Аннушке невтерпеж было ждать, пока они усядутся за стол, она схватила картофелину и, обжигаясь, запихала ее в рот. Адам весело насвистывал, ни тот, ни другой не проронили ни слова. Управившись с картофелиной, она невзначай подняла взгляд на стену: на большущем листе картона были наклеены вырезки из журнала. На фотографии был изображен двор их дома, скамеечка Язона, на ней – Ласло Кун с книгой в руках, рядом – Янка, низко склонившаяся над рукоделием, так что даже лица ее не различишь, а между ними – длинноногая девочка с прищуренными глазами. В глубине двора виднелся сарай Анжу, а в верхнем углу фотографии маячила колокольня тарбайской церкви и на колокольне та самая площадка, откуда в детстве Аннушка обстреливала прохожих косточками от черешен.
По верхнему краю картона красной темперой было выведено: «Стенгазета». Вырезанные фотографии были наклеены слева – в высоко поднятой чаше весов, другая их чаша опустилась к самому низу картона, и в этой чаше, явно более тяжелой, чем двор и дом священника, «служил» Густав с кистью в зубах. Адам оставил нетронутой подпись под газетным фотоснимком «Ласло Кун – тарбайский проповедник и убежденный сторонник мира», – зато ниже весов огромными неровными буквами было выведено: «Я тебя люблю». Пес поскуливал, Адам, не глядя в аннушкину сторону, сосредоточенно накрывал на стол в мастерской. По-ребячьи подпрыгнув, Аннушка повисла у него на шее, и Адам так и шел вместе с нею, таща ее на спине, точно рюкзак. Пес лаял и скакал вокруг них. Адам, по-прежнему не говоря ни слова, поставил на стол миску с тминным супом. Аннушка разжала руки и плюхнулась на скамеечку. Оба принялись за еду. Адам говорил о своей новой картине, о красках, Аннушка рассказывала о Густаве, и о том, что помидоры подорожали, и чувствовала при этом: Тарба канула в прошлое, ушла, и память о ней не вызывает боли.
Первое, чем она поинтересовалась, жив ли Язон. «Как там наш лохматка?» – спросила она, и едва сумела выговорить эти слова: так бешено заколотилось сердце. Анжу только взглянул на нее, затем так же молча кивком головы указал в сторону куста сирени, и тогда Аннушка заметила холмик, обложенный по кругу крупными белыми камнями, маленькую круглую могилку с крохотным деревянным надгробьем. Аннушка отвела взгляд в сторону, посмотрела наверх, на Кунхалом. Там, на вершине холма, их виноградник, где сейчас поджидает ее Ласло Кун, Пусть ждет, хоть до второго пришествия. Письмо от Ласло Куна вскрыл Адам, ей самой не хотелось даже прикасаться к конверту, она знает лишь содержание письма; когда Адам пересказал ей, о чем там речь, она не прореагировала ни словом.
Анжу затянул какую-то незатейливую песенку о ветре, Аннушка попробовала было подпевать ему, но безуспешно: из глаз катились тяжелые, крупные слезы и капали на колени, на разложенное лыко.
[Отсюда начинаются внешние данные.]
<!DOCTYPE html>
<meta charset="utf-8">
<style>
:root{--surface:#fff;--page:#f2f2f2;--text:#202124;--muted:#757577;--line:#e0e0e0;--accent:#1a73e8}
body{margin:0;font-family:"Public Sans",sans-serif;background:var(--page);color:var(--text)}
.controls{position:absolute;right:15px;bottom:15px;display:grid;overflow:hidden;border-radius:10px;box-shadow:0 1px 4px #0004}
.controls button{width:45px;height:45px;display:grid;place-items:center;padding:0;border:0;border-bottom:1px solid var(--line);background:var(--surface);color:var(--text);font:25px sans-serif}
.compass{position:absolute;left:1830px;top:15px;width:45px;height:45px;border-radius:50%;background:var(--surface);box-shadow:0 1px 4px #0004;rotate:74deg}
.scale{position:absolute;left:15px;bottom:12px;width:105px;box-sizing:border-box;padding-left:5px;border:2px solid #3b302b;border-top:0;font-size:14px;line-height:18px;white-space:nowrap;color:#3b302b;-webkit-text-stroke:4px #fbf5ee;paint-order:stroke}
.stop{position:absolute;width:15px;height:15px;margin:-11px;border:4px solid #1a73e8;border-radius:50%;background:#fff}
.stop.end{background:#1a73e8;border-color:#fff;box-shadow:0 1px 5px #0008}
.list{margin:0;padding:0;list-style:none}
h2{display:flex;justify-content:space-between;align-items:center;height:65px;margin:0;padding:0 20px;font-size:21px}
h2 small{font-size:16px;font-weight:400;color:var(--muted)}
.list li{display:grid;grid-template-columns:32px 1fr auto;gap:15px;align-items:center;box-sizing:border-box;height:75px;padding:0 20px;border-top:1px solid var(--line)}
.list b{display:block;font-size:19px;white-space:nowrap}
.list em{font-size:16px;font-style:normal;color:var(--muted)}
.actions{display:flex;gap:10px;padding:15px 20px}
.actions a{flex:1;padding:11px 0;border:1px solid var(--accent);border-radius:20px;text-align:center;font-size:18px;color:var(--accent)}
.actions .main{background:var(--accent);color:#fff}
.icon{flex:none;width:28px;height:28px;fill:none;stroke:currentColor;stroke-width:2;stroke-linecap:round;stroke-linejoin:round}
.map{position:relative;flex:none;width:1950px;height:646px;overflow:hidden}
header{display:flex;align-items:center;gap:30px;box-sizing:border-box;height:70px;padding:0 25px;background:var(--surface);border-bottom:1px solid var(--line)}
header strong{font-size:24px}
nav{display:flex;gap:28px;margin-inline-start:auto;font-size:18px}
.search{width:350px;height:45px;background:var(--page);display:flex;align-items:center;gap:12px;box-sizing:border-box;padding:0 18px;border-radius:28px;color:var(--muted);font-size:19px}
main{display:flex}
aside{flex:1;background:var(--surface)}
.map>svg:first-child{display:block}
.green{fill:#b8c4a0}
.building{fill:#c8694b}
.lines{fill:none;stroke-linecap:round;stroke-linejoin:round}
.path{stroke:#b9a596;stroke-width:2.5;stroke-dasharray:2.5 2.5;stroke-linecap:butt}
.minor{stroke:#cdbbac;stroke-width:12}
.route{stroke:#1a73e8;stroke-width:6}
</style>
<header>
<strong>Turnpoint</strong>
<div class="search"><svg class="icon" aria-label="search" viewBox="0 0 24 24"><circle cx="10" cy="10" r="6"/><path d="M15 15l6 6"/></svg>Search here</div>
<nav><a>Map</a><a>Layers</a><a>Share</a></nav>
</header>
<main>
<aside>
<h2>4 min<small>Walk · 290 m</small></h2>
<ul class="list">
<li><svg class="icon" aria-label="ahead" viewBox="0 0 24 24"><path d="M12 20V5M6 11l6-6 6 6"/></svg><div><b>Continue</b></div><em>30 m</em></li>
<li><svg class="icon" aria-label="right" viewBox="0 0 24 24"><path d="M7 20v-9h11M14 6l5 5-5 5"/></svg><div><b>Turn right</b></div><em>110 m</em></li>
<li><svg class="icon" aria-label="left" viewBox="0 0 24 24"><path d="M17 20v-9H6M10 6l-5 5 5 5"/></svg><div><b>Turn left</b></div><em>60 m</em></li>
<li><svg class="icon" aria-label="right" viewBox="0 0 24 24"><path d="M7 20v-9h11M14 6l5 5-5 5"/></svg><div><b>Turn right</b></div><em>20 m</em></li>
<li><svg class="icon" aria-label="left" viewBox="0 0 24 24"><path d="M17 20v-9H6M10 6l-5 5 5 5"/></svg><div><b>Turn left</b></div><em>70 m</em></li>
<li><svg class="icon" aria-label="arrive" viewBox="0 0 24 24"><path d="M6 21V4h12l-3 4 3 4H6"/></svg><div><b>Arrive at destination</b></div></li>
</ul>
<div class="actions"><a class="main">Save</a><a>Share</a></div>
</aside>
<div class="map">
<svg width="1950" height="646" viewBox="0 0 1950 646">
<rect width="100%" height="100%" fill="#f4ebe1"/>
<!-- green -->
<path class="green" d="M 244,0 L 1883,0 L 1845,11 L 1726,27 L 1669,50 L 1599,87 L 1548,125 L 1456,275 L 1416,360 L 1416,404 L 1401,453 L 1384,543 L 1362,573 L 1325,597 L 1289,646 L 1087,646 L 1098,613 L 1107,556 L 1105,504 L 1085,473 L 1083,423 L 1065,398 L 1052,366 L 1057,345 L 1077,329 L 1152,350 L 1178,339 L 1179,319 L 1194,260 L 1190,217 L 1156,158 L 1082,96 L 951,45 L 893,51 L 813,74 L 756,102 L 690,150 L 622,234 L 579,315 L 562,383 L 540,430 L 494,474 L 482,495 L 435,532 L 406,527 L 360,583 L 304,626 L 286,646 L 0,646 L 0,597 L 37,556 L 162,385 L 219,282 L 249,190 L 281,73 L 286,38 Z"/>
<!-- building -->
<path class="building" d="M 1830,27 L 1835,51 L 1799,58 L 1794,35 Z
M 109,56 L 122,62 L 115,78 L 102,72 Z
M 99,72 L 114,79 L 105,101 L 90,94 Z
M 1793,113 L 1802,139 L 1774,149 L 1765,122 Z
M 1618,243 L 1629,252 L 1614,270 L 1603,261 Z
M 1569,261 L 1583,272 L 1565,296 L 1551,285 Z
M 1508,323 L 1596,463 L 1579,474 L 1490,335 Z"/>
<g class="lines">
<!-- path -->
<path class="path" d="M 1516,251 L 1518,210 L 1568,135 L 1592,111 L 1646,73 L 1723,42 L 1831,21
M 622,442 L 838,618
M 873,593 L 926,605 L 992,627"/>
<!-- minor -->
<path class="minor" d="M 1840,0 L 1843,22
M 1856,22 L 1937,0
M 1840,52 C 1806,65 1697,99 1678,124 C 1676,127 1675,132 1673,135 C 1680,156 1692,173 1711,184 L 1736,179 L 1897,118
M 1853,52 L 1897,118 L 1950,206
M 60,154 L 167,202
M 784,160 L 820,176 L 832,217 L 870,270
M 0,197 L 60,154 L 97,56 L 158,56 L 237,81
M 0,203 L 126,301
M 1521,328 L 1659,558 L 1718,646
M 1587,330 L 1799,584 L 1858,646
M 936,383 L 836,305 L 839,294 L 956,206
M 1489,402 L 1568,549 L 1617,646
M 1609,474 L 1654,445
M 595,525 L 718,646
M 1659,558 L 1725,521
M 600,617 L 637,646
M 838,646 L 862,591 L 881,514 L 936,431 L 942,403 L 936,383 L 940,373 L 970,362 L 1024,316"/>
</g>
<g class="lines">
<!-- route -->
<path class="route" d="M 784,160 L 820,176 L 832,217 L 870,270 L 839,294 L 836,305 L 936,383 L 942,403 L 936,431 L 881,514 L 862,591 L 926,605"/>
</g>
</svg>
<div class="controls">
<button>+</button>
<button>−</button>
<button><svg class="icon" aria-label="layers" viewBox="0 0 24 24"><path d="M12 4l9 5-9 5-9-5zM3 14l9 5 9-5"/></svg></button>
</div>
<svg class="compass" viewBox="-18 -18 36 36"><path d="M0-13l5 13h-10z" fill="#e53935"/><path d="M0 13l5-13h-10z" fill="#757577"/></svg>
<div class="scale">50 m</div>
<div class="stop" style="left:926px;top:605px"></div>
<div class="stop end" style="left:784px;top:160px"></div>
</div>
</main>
Язон! Анжу тянул все тот же мотив и косился на сидящую у его ног Аннушку. Счастье еще, что ей сейчас и слова не вымолвить, а то, чего доброго, принялась бы допытываться, что, мол, приключилось с собакой; вот ведь от горя не сообразит даже полюбопытствовать, как очутился здесь Язон, который жил при доме священника. У Анжу вырвалось забористое словцо, и довольно громко; Аннушка рассмеялась: только что напевал и вдруг завернул такое, что дальше некуда. Сама небось тоже нашла бы ругательство какое покрепче, узнай она, что ее косматого любимца выбросили, точно крысу дохлую, поверх мусора – в бачок перед домом; окажись мусорщик по своей порядочности ровней красному олуху – даже могилки, и той не было бы у несчастного пса, а уж он ли не заслужил, чтоб его похоронили честь по чести. Но аннушкина Язона знала вся Тарба, и мусорщик Андраш Шимон по дороге на свалку окликнул Анжу и тут же, прямо через забор передал ему мертвого Язона; пес был завернут в газетную бумагу. Слезы у Аннушки катились не переставая, понапрасну старался он развеселить ее песней. «Ну, хватит реветь! – цыкнул на нее Анжу. – Зато прибудет скоро нашего семейства: Приемыш женится!» Аннушка, пораженная, уставилась на него, и даже слезы замерли в уголках глаз. Ну как же, она прекрасно помнит Эржи Фитори, та в свое время торговала хлебными корками на толкучке, возле колодца, и если им с Анжу не удавалось скоро распродать свой товар и Аннушке хотелось пить, Анжу водил ее на другой конец барахолки, к колодцу. Эржи Фитори всегда, бывало, сунет ей яблоко, ласково шлепнет и поцелует. Родом Эржи была не из Смоковой рощи, а из поселка Лайоша Надя; поселок этот находился у черта на куличках, в противоположной стороне города; Смоковая роща считалась аристократическим кварталом в сравнении с выселками; там, в землянках и лачугах, до войны ютились безработные. И Эржи Фитори, и учительница Жофи Береш родились и выросли в этом поселке, а Жофи даже приходилась какой-то дальней родственницей Эржи Фитори.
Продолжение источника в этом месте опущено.